1Corresponding author.

Contributed by the Design Automation Committee of ASME for publication in the JOURNAL OF MECHANICAL DESIGN. Manuscript received August 6, 2016; final manuscript received December 22, 2016; published online January 27, 2017. Assoc. Editor: Nam H. Kim.This work is in part a work of the U.S. Government. ASME disclaims all interest in the U.S. Government's contributions

J. Mech. Des 139(3), 031404 (Jan 27, 2017) (10 pages) Paper No: MD-16-1560; doi: 10.1115/1.4035679 History: Received August 06, 2016; Revised December 22, 2016

The conventional reliability-based design optimization (RBDO) methods assume that a simulation model is able to represent the real physics accurately. However, this assumption may not always hold as the simulation model could be biased.
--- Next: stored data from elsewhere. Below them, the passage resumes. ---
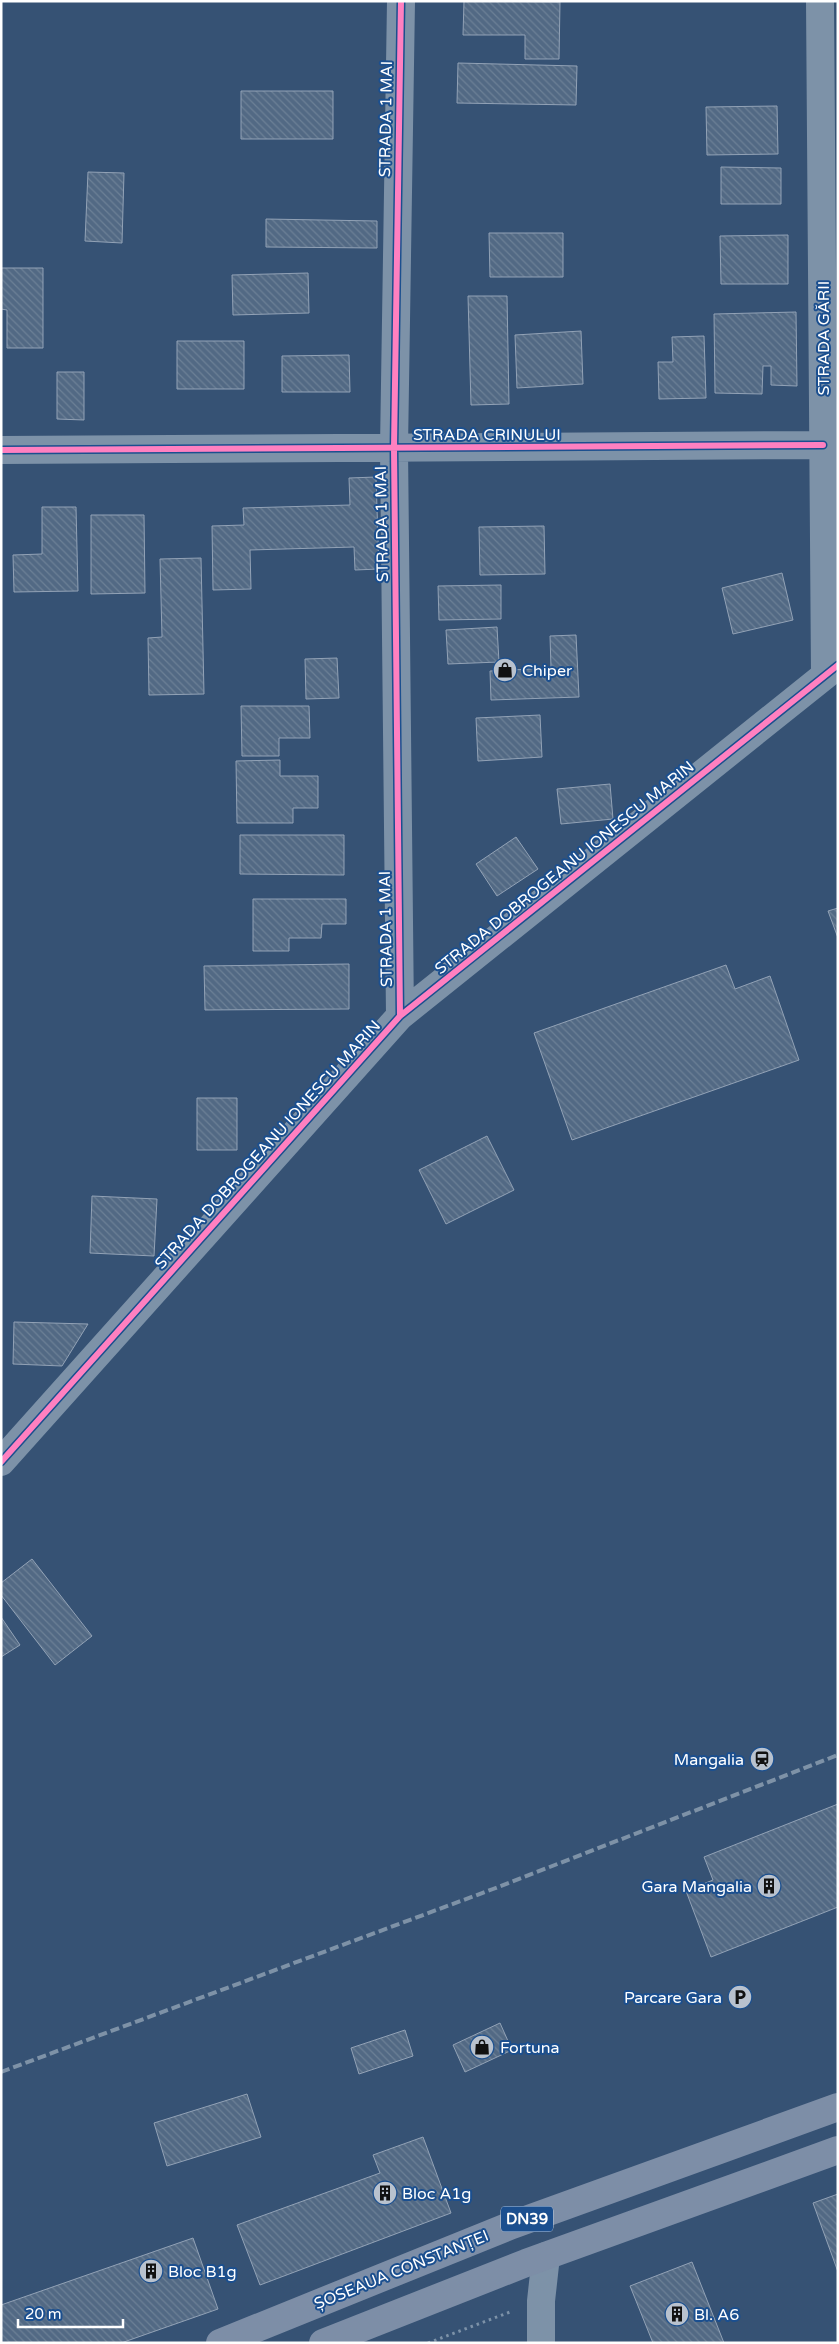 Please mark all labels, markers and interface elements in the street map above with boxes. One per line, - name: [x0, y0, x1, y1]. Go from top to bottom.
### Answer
- street label: STRADA 1 MAI: [375, 61, 397, 177]
- street label: STRADA GĂRII: [814, 281, 834, 395]
- street label: STRADA CRINULUI: [413, 425, 561, 445]
- street label: STRADA 1 MAI: [371, 466, 393, 582]
- shop icon: Chiper: [492, 657, 518, 683]
- place label: Chiper: [522, 661, 573, 681]
- street label: STRADA DOBROGEANU IONESCU MARIN: [431, 757, 698, 979]
- street label: STRADA 1 MAI: [375, 871, 397, 987]
- street label: STRADA DOBROGEANU IONESCU MARIN: [151, 1016, 385, 1273]
- station icon: Mangalia: [749, 1746, 775, 1772]
- place label: Mangalia: [674, 1750, 744, 1770]
- building icon: Gara Mangalia: [756, 1873, 782, 1899]
- place label: Gara Mangalia: [641, 1877, 752, 1897]
- parking icon: Parcare Gara: [727, 1984, 753, 2010]
- place label: Parcare Gara: [624, 1988, 722, 2008]
- shop icon: Fortuna: [469, 2034, 495, 2060]
- place label: Fortuna: [500, 2038, 560, 2058]
- building icon: Bloc A1g: [372, 2180, 398, 2206]
- place label: Bloc A1g: [402, 2184, 471, 2204]
- road number: DN39: [501, 2206, 553, 2232]
- street label: ȘOSEAUA CONSTANȚEI: [311, 2226, 492, 2314]
- building icon: Bloc B1g: [138, 2258, 164, 2284]
- place label: Bloc B1g: [168, 2262, 237, 2282]
- scale bar: [18, 2296, 122, 2328]
- building icon: Bl. A6: [664, 2301, 690, 2327]
- text: 20 m: [25, 2305, 62, 2323]
- place label: Bl. A6: [694, 2305, 739, 2325] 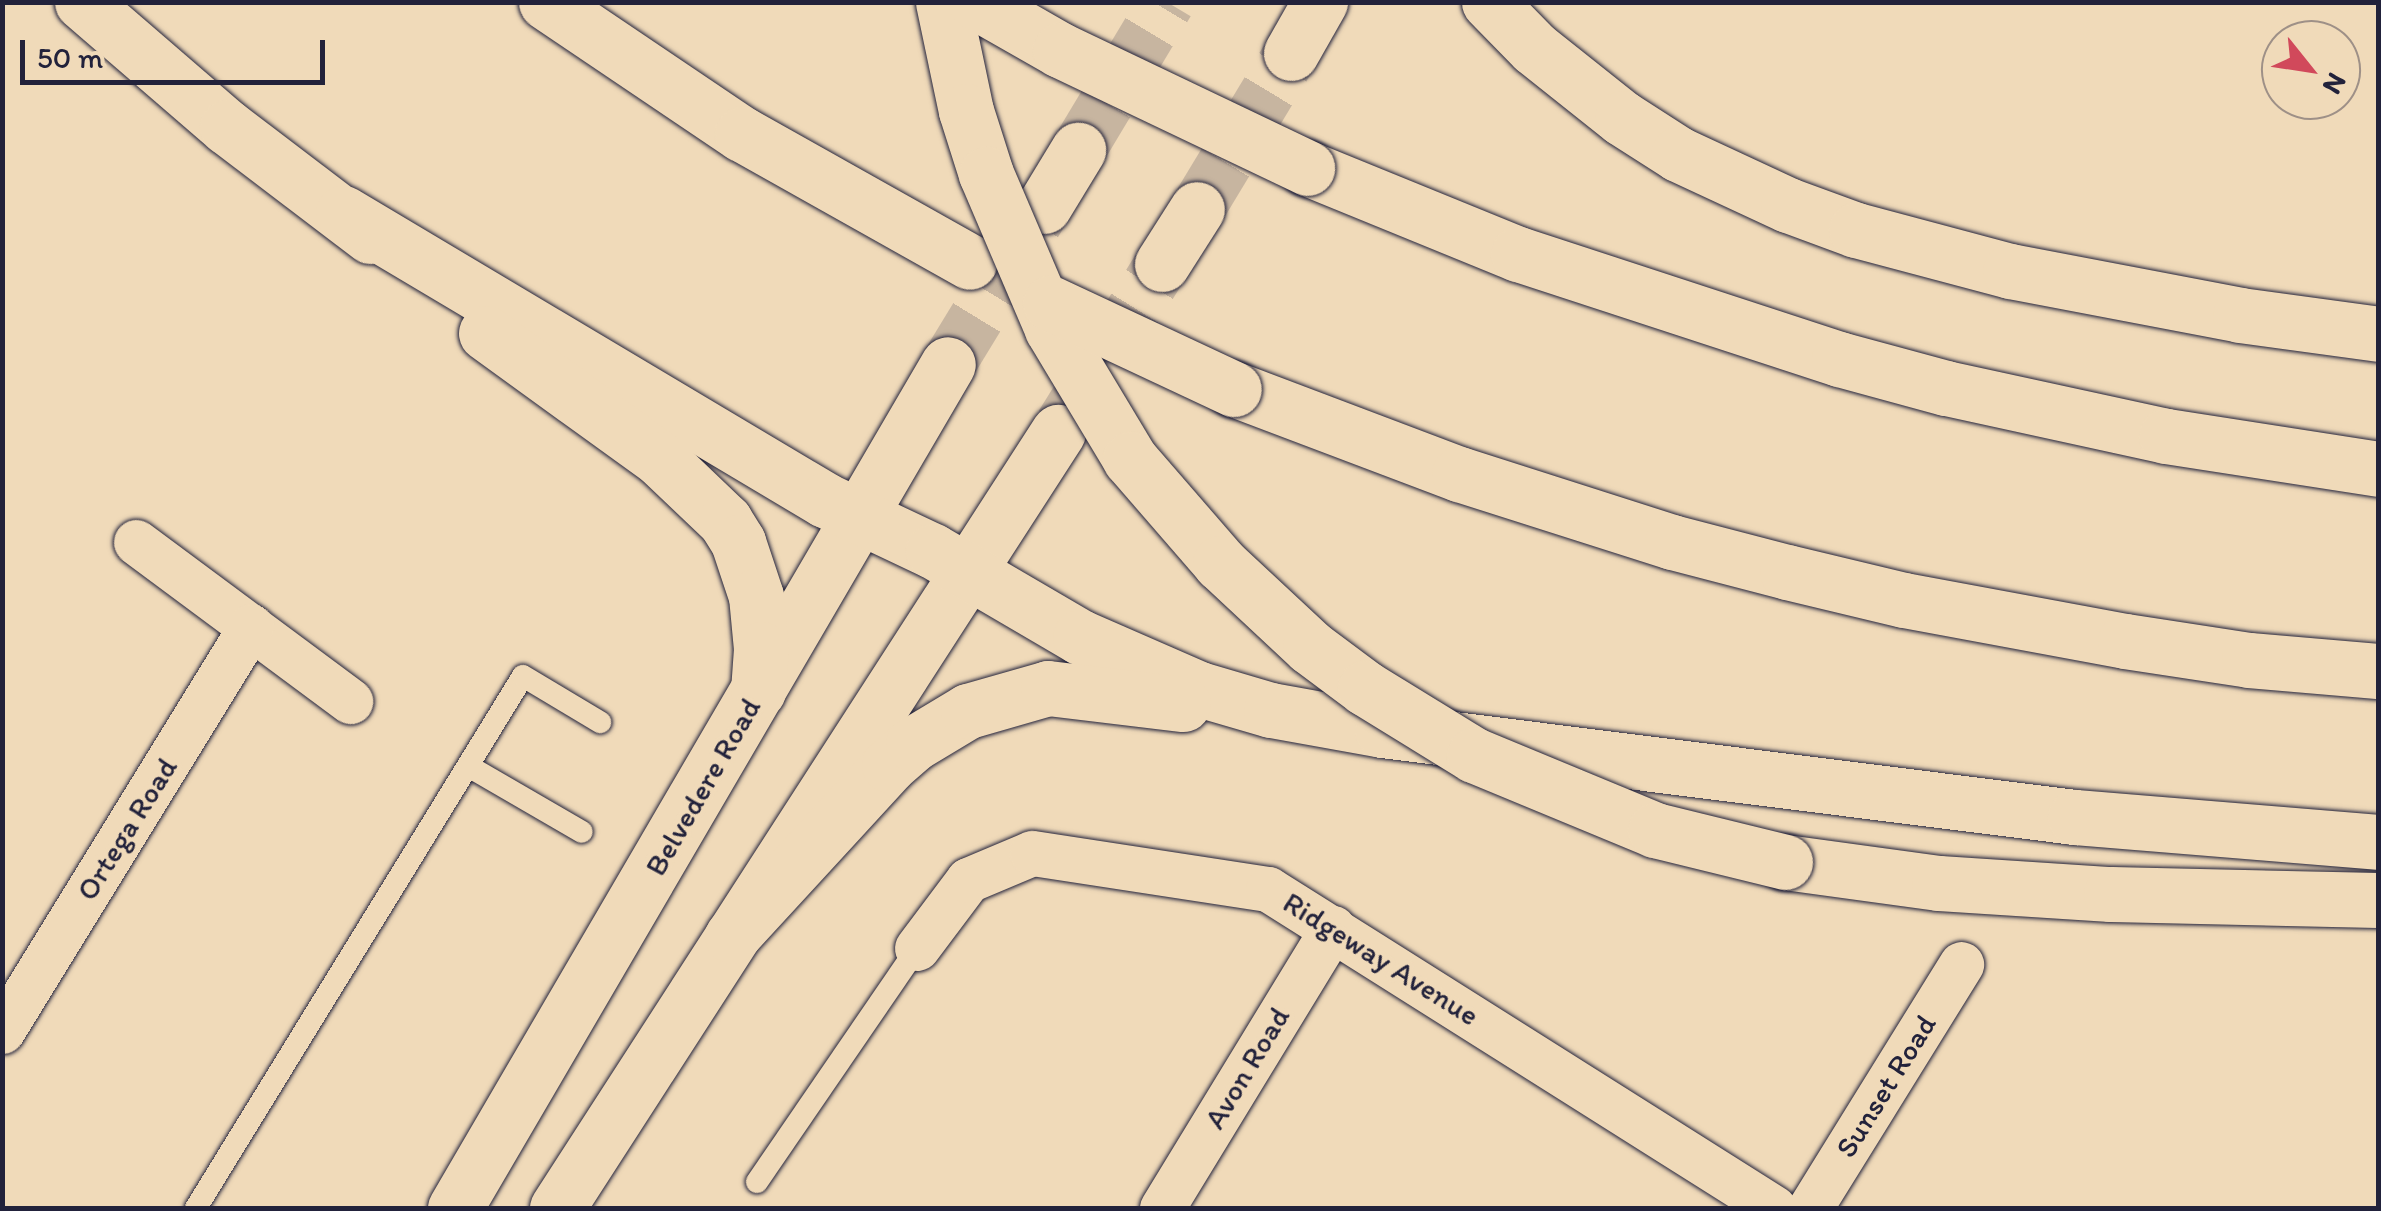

Accordingly, designed product based on the conventional RBDO optimum may either not satisfy the target reliability or be overly conservative design. Therefore, simulation model validation using output experimental data, which corrects model bias, should be integrated in the RBDO process. With particular focus on RBDO, the model validation needs to account for the uncertainty induced by insufficient experimental data as well as the inherent variability of the products. In this paper, a confidence-based model validation method that captures the variability and the uncertainty, and that corrects model bias at a user-specified target confidence level, has been developed. The developed model validation helps RBDO to obtain a conservative RBDO optimum design at the target confidence level. The RBDO with model validation may have a convergence issue because the feasible domain changes as the design moves (i.e., a moving-target problem). To resolve the issue, a practical optimization procedure is proposed. Furthermore, the efficiency is achieved by carrying out deterministic design optimization (DDO) and RBDO without model validation, followed by RBDO with confidence-based model validation. Finally, we demonstrate that the proposed RBDO approach can achieve a conservative and practical optimum design given a limited number of experimental data.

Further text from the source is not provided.